No one wants the Colder War to turn hot. However, that's not the only danger from U.S. involvement in Ukraine. Continuing to provoke Putin will only add urgency to his plan for the demise of the petrodollar.
Ukraine's Energy Resources
In energy matters, Ukraine is best known for two things: its quarrels with Russia over its natural gas bill and its history as ground zero for the Chernobyl nuclear disaster. But there's a lot more to the Ukrainian natural resources sector.
Ukraine has substantial natural gas reserves waiting to be exploited by conventional techniques. In addition, there might be sizable shale gas deposits that could be developed with the fracking methods now being used in the United States.
At the moment, neighboring Poland is experiencing a boom in shale gas exploration. Potential reserves in the Lublin Basin, which may turn Poland into a net exporter of natural gas, have been estimated at 50 trillion cubic feet (about $400 billion worth at current European prices). And that's just on the Polish side. The Lublin Basin extends into Ukraine, where a like amount could be waiting.

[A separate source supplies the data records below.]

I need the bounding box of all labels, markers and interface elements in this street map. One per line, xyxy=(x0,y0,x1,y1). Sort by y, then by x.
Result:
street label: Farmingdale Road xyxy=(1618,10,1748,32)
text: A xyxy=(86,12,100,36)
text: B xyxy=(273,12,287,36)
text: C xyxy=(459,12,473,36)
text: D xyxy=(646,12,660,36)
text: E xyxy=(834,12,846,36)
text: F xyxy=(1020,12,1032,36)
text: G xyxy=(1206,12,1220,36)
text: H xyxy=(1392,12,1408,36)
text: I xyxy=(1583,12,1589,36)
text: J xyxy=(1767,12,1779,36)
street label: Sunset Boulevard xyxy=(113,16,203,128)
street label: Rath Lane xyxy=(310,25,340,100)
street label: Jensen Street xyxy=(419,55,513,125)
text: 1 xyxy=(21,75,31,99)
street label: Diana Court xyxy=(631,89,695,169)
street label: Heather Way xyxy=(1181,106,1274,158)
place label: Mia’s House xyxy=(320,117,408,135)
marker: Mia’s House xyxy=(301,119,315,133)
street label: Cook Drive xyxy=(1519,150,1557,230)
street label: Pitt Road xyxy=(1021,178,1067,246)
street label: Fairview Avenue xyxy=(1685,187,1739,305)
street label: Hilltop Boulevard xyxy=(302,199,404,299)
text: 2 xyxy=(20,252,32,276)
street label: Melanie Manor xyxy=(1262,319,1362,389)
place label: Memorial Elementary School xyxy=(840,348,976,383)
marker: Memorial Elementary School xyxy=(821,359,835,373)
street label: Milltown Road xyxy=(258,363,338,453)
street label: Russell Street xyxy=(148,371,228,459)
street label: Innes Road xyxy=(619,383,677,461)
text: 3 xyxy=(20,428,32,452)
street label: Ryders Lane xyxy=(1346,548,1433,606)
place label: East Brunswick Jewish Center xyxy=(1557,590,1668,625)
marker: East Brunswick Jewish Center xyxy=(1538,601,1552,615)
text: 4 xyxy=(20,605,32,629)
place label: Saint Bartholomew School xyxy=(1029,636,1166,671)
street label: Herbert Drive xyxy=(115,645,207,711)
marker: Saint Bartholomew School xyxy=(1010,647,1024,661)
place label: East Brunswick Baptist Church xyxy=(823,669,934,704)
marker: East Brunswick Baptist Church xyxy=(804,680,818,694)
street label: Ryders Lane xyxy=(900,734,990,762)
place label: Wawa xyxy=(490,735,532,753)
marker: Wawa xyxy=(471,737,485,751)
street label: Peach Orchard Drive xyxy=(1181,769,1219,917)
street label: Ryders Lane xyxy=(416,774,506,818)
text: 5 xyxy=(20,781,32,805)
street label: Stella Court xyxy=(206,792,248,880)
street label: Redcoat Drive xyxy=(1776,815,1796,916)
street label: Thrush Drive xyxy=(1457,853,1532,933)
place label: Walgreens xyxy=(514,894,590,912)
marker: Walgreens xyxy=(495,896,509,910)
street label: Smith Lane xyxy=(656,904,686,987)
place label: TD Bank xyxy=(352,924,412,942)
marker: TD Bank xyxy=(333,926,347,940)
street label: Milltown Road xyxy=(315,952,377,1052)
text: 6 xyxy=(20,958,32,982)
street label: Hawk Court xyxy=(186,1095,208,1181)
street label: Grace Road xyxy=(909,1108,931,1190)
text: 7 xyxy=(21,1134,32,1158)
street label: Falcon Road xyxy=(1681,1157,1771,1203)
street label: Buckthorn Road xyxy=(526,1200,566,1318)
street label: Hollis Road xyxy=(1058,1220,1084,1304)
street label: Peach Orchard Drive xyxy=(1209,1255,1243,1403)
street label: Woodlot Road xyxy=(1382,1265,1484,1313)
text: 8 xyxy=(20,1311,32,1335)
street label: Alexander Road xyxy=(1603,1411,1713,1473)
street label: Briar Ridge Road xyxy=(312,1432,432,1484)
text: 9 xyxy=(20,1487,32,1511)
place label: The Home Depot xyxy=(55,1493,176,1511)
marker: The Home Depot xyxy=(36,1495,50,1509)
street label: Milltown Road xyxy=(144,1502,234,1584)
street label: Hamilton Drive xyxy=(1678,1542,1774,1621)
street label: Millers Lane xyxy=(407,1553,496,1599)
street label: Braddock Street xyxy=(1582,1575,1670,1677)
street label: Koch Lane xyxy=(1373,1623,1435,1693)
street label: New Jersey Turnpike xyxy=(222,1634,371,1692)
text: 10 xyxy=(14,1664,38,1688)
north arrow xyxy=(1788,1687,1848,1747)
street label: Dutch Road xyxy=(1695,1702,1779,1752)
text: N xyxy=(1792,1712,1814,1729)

Developing its own resources would lessen Ukraine's dependence on Russia, but so far exploration for shale gas has languished. The country is competing for exploration dollars with Poland, and Poland is far more hospitable and holds less political risk. In Ukraine, foreign start-ups face court challenges over licenses to produce gas and then price ceilings on sales. It's easier to explore in Poland, where registering for a concession and getting an exploration license is a three-month exercise involving a single Ministry of Energy. In Ukraine, the same process involves several ministries and departments and can take a year or more. Many players, including larger ones like Marathon Oil, have already come and gone in Ukraine.
And shale gas is not even Ukraine's primary unexploited resource. The country has vast deposits of coal: 34 billion metric tons, the sixth-largest coal reserves in the world. But as with gas, the regulatory tangle repels investors.
Ukraine's existing coal mines are famously inefficient. The few privately owned mines are profitable, but most of the industry loses money on every subsidized ton extracted from government-owned mines. Perversely, Ukraine is a net coal importer.
Coal Bed Methane
With so much coal, the country is also endowed with a coal bed methane (CBM) reserve of 105 to 125 trillion cubic feet.
Producing the CBM would move Ukraine a long way toward energy independence.
Capturing the methane, which is explosive, also would also make the coal mines safer and reduce the fatality rate among miners, which has been averaging 317 deaths per year, second only to China. And it would spare the mines from the slowdowns and shutdowns that high methane levels sometimes necessitate.
Another CBM opportunity is that methane is a greenhouse gas (considerably more potent than C02), and 3 billion cubic meters of it escapes from Ukraine's coal mines every year. Capturing that gas could be a valuable source of carbon credits.
Of course, yet again, investor unfriendliness retards any such development.
However, in 2009, after years of discussing the country's CBM potential, Kiev did set out rules for CBM exploration and production. The law covers licensing, permitting, safety, and environmental protection. There are tax incentives and state guarantees to encourage CBM exploration and production, including an income tax holiday stretching until 2020.
First to step up to the plate? You guessed it: Russia. Its gas giant, Gazprom, quickly signed an agreement for a CBM joint venture with Ukraine's Naftogaz.